TASK TO COMPLETE
Can you quote the lines below exactly, starting at the line with "<h2>周辺<small>7件</small></h2>" and going through the last one?

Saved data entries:
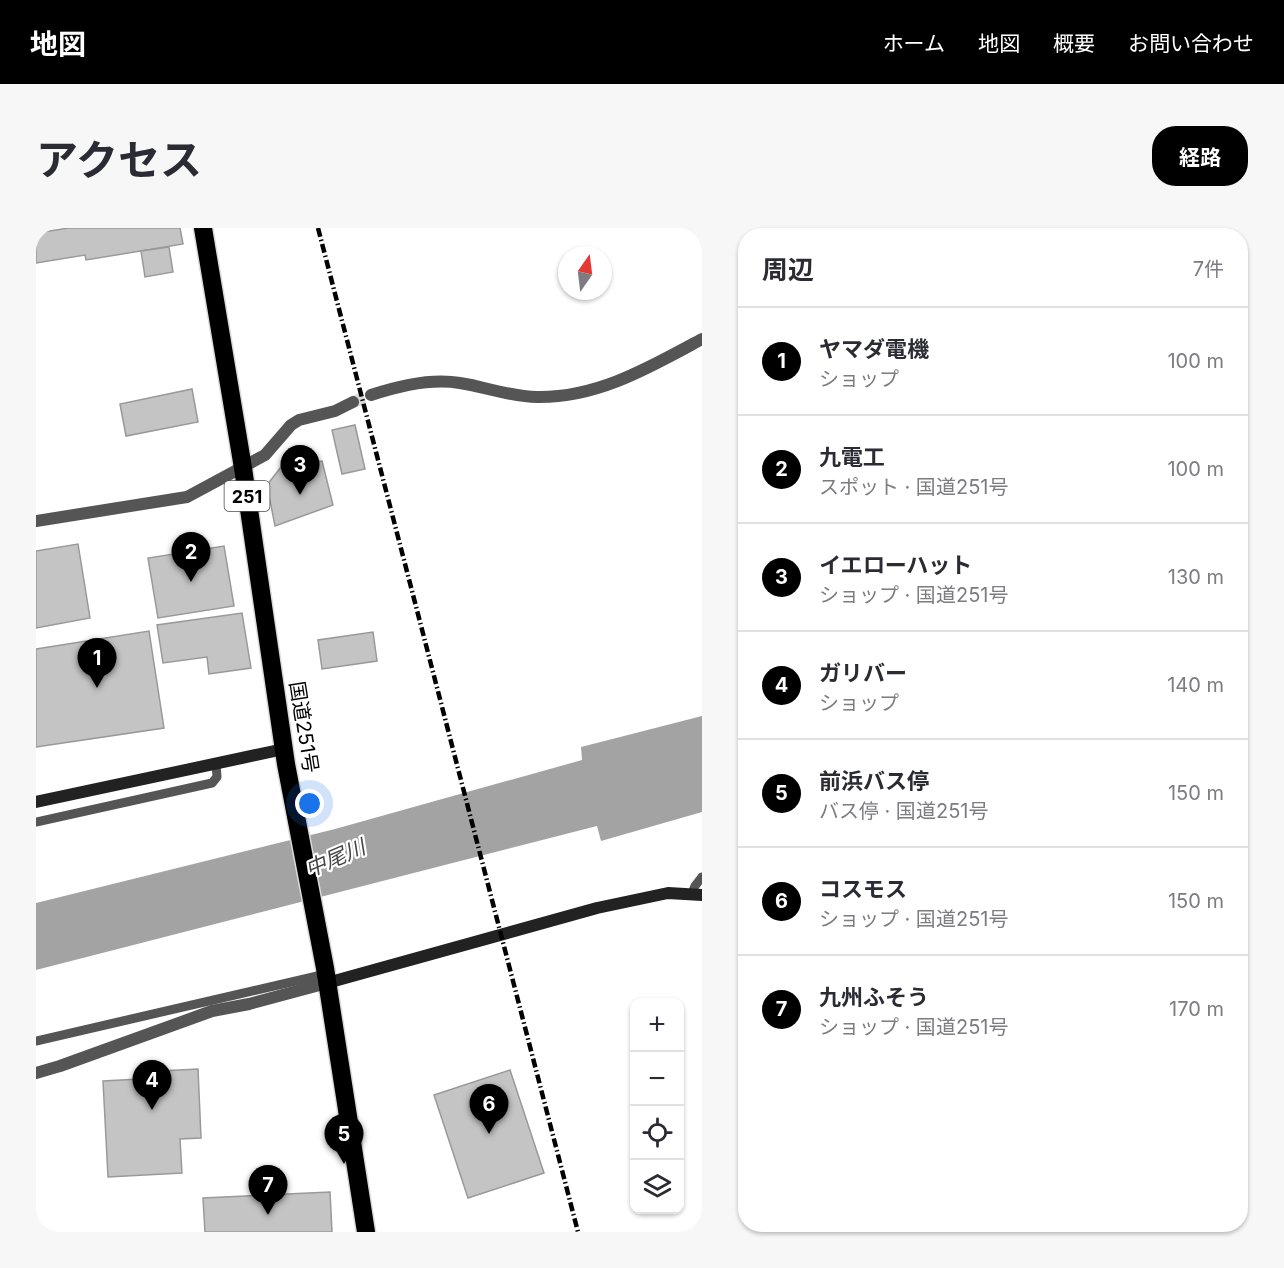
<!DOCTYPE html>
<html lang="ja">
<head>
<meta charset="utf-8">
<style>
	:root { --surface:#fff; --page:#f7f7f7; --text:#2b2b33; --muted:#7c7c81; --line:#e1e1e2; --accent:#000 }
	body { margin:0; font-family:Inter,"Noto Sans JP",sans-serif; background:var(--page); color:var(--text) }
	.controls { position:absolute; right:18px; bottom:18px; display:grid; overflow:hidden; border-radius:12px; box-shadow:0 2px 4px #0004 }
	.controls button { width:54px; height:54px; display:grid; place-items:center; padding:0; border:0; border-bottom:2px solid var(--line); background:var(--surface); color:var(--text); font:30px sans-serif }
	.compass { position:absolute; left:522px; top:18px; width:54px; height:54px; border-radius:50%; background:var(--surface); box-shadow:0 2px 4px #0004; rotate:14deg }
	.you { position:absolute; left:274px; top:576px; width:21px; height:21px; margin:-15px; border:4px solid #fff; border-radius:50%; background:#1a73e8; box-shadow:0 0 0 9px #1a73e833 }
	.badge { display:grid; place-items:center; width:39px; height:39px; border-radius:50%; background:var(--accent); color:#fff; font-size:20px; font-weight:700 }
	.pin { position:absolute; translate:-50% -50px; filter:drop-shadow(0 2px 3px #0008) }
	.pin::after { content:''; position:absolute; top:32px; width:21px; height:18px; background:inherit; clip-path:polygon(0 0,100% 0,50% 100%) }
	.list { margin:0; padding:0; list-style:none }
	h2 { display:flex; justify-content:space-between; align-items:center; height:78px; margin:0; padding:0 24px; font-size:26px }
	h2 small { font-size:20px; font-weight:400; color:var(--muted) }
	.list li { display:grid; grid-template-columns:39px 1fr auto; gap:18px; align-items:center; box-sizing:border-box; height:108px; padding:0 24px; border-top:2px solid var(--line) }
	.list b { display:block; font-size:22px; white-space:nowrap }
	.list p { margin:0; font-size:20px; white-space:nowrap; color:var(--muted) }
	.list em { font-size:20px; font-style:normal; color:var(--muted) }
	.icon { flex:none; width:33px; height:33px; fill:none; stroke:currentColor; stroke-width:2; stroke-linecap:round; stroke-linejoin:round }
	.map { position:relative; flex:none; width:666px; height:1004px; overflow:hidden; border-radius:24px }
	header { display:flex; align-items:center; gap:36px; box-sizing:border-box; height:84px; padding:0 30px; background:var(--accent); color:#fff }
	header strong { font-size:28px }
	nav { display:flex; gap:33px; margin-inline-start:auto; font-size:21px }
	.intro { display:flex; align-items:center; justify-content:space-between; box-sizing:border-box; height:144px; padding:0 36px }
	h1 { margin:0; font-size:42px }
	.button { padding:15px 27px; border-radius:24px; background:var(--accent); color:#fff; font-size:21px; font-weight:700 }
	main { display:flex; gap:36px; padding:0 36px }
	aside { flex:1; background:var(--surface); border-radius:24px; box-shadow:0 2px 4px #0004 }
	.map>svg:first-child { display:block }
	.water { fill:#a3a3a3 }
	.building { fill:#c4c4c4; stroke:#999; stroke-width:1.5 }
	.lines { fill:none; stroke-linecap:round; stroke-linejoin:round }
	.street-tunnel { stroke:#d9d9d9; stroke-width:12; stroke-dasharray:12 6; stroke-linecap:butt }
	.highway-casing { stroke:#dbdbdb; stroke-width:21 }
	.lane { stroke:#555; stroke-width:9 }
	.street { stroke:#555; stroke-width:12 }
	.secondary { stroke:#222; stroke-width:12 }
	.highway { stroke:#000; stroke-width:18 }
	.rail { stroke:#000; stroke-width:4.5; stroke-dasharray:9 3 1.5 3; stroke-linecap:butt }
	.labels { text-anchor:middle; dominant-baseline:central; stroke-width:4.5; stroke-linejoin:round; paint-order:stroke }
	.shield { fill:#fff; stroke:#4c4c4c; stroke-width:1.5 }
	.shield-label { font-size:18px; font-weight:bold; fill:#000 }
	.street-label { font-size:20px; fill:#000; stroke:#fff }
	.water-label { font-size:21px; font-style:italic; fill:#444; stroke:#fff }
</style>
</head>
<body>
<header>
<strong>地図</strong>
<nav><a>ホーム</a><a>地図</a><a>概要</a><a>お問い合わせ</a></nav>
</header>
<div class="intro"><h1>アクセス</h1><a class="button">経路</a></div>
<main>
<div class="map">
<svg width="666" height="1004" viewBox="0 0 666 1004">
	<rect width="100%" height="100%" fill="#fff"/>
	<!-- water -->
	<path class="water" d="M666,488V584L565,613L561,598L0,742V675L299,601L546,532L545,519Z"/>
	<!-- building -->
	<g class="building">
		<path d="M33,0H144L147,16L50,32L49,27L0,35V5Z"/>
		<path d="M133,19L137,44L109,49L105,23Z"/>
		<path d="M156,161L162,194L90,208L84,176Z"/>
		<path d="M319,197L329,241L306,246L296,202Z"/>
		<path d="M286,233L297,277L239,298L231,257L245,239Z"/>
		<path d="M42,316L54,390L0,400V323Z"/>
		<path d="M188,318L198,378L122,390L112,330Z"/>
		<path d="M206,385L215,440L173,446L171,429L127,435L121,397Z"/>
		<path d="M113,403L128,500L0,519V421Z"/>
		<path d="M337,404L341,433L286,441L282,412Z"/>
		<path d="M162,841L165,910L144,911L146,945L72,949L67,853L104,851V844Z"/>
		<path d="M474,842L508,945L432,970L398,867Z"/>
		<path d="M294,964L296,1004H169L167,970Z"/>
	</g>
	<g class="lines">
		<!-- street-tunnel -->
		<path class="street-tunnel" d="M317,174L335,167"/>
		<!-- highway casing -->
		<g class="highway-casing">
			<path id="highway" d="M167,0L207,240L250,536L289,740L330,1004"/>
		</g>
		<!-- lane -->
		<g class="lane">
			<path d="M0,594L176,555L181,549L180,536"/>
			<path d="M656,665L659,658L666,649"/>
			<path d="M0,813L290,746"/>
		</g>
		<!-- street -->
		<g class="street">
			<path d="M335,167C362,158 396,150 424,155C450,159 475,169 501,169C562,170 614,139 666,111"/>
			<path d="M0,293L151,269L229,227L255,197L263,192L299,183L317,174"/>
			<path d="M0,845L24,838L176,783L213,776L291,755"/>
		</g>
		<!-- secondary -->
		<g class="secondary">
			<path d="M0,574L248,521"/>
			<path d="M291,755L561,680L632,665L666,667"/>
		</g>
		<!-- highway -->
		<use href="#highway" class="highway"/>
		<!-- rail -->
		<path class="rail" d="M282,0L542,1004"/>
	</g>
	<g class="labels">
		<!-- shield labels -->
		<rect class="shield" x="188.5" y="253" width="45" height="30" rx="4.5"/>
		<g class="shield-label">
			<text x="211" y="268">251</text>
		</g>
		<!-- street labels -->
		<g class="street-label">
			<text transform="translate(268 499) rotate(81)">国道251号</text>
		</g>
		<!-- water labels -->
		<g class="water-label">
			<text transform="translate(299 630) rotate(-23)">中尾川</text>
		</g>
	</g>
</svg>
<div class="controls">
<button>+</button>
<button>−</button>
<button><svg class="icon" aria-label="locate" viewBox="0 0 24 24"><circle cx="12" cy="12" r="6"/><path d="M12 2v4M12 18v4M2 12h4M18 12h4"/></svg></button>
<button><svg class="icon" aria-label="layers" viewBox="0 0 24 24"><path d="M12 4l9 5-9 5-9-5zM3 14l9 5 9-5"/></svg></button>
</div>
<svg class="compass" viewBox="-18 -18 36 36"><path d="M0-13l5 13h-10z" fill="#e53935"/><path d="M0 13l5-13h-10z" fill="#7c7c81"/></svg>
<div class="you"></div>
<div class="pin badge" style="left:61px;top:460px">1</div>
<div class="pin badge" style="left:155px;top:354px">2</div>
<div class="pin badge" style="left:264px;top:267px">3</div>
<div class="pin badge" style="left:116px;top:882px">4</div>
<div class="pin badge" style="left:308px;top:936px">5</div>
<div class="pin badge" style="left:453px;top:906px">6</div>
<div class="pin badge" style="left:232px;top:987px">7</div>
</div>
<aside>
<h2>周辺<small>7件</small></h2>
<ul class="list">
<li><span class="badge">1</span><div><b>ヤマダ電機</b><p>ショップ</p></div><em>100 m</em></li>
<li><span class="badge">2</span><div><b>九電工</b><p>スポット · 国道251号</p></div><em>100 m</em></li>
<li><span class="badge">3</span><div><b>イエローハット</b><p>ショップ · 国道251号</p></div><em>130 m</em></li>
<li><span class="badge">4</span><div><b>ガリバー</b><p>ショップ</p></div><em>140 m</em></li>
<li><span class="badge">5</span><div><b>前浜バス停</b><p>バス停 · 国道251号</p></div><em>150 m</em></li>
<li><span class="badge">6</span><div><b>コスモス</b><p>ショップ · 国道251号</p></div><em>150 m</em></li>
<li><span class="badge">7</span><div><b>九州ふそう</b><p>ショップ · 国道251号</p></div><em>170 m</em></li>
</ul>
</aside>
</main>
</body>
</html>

YOUR RESPONSE
<h2>周辺<small>7件</small></h2>
<ul class="list">
<li><span class="badge">1</span><div><b>ヤマダ電機</b><p>ショップ</p></div><em>100 m</em></li>
<li><span class="badge">2</span><div><b>九電工</b><p>スポット · 国道251号</p></div><em>100 m</em></li>
<li><span class="badge">3</span><div><b>イエローハット</b><p>ショップ · 国道251号</p></div><em>130 m</em></li>
<li><span class="badge">4</span><div><b>ガリバー</b><p>ショップ</p></div><em>140 m</em></li>
<li><span class="badge">5</span><div><b>前浜バス停</b><p>バス停 · 国道251号</p></div><em>150 m</em></li>
<li><span class="badge">6</span><div><b>コスモス</b><p>ショップ · 国道251号</p></div><em>150 m</em></li>
<li><span class="badge">7</span><div><b>九州ふそう</b><p>ショップ · 国道251号</p></div><em>170 m</em></li>
</ul>
</aside>
</main>
</body>
</html>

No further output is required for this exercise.